Basının hiç umrunda olamazdı; çünkü devlet tüm medyayı satın almıştı.
Gerçekten, düşünüyorum da, ülkenin başkentinde 10 binlerce insan haksızlığa karşı biraraya gelmesinin görmezlikten gelinmesini aklım hafsalam almıyor.
Eğer medya da hükümet demekse-medyayı ele geçirmişse hükümet, hükümetin vatandaşların taleplerini ve tepkilerini nasıl görmezlikten gelebilirdi sağlıklı demokrasilerde?
DEMOKRASİ DİYEBİLİR MİYDİK TÜRKİYE'DEKİ YÖNETİM BİÇİMİNE?
İktidar ne dedi bgüne kadar EYT'liler için;
TÜREMİŞLER,
BOŞ İŞLER,
GÜNDEMİMİZDE YOK,
DÜNYANIN HİÇBİR YERİNDE ERKEN EMEKLİLİK DİYE BİR ŞEY YOK,
38 YAŞINDA EMEKLİLİK OLAMAZ, VS.
Oysa hepsi de saptırmaydı gerçeklerle alakası olmayan.
Çünkü ne erken emeklilik diye bir şey söz konusuydu, ne de 38 yaşında emekli olacak insan vardı, ne de insanların çift dikiş yapmak gibi bir derdi var.
48-50 yaşında insanlardı davalarının peşinde koşanlar.
Kim iş verirdi onlara o yaşta.
Hem erken emeklilik diye bir şey mi var; biz 43 yaşında emekli olmayı beklerken 38 yaşında emeklilik mi talep ettik, yoksa siz emeklilik yaşını 50'ye mi çıkardınız?

Hükümet-iktidar-AKP, dün de duymazlıktan geldi sesimizi ve medyanın da duyurmasını engelledi.
Duymazlıktan geldi diyorum bakın, duymadı demiyorum.
Öyle bir duydu ki sesimizi, kulakları patladı neredeyse ki, bu sesin  gücünün hissedilmemesi için medyaya haber yapmama talimat verdi, gibi bir şey!
Sanmayın ki AKP, EYT'lileri kaale almadı veya almıyor..?
Öyle bir kaale aldı ki, öyle bir kaale alıyor ki...
Bir kere kaale alınmayan bir şeye tepki bile verilmez.
Eğer Cumhurbaşkanı, Bakanlar ve Milletvekilleri EYT'lilere tepki gösteriyorlarsa, bu ne kadar kaale aldıklarını, bizden ne kadar korktuklarını gösterir.
zaten göstereceğiz de...

6.5 milyon emekli olan EYT'li, 2024'e kadar 5.5 milyon kademeli olarak emekliliğini bekleyen, hali hazırda 300 bin emekliliğini bekleyen ve bu kişiler ortalama 50 yaş ve üzeri ve toplam 12.5 milyonu aile denen unsurla çarparsanız, orasını da siz hesaplayın ve seçimlere etkisini siz düşünün.
Eğer Eyt'lere karşı bir sesizilik varsa, bu korkuların gün yüzüne çıkmaması içindir.
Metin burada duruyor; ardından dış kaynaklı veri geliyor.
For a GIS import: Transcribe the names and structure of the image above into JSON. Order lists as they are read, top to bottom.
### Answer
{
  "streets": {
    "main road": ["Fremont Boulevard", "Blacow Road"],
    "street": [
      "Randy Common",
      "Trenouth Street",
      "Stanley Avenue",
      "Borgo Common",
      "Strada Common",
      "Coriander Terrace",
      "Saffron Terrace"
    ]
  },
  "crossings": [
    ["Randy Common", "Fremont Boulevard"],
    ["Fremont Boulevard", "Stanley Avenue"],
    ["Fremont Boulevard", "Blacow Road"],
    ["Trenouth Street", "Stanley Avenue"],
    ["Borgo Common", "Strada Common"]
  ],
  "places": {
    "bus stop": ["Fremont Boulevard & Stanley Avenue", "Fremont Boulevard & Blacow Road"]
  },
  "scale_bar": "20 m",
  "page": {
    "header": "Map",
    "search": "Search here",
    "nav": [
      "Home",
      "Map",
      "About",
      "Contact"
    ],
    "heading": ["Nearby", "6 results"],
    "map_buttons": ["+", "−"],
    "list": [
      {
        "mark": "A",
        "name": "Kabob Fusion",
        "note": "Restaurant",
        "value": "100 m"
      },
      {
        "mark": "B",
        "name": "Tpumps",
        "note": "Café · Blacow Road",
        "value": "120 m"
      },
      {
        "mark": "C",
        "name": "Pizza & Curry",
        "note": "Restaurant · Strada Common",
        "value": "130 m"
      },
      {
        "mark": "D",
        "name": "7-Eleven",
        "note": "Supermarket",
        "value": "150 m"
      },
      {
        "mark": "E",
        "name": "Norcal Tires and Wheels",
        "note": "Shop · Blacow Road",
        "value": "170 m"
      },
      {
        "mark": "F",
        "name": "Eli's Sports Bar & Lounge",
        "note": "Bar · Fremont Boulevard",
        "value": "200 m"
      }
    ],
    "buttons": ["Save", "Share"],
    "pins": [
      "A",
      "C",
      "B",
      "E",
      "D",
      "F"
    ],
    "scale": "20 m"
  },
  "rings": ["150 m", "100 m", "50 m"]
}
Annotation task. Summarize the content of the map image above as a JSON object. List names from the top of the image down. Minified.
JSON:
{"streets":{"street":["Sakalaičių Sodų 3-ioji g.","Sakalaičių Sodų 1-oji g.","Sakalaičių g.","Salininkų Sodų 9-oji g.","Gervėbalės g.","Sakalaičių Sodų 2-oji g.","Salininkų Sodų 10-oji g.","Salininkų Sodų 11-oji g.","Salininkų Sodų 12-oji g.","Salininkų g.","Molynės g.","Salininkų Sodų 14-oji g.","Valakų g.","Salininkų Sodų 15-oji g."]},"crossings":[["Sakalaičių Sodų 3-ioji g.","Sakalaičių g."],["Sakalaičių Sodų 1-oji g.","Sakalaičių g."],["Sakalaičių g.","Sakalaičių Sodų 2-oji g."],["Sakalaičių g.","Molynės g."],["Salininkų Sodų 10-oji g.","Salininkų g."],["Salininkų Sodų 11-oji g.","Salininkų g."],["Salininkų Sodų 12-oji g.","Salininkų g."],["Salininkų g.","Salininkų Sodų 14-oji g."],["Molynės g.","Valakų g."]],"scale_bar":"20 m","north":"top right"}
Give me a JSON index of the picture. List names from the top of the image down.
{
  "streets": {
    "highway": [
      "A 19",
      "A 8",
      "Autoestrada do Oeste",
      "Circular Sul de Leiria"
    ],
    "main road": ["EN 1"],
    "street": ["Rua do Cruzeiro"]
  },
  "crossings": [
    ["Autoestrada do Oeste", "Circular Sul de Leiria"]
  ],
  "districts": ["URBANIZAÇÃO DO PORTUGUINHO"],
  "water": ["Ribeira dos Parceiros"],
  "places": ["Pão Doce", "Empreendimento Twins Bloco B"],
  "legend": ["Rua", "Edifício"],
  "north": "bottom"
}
Olura, EYT'lere hiçbir zaman hakları iade edilmedi; kendileri bilirler; çünkü AKP'li EYT'ler de var ve onlardan gelebilecek oyladan olurlar.
İkincisi, AKP artık kednine güvenmiyor ki, MHP ile ittifak kuruyor.
Üçüncüsü, bir kilo patlıcan ve biber 17-20 liraya kadar yükseldi; Cumhuriyet tarihinde alım gücü hiç bukadar düşmemiştir.
Ve Cumhurbaşkanı kalkıyor, "Vatandaş patlıcan-biber diyor, bir merminin fiyatını sormuyor da" diyor.
Ben de diyorum ki, evren hiç kimseyi açlıkla terbiyr etmesin!
Başka da sözüm yok, seçimlerde oylarımız konuşacak ve susturacak!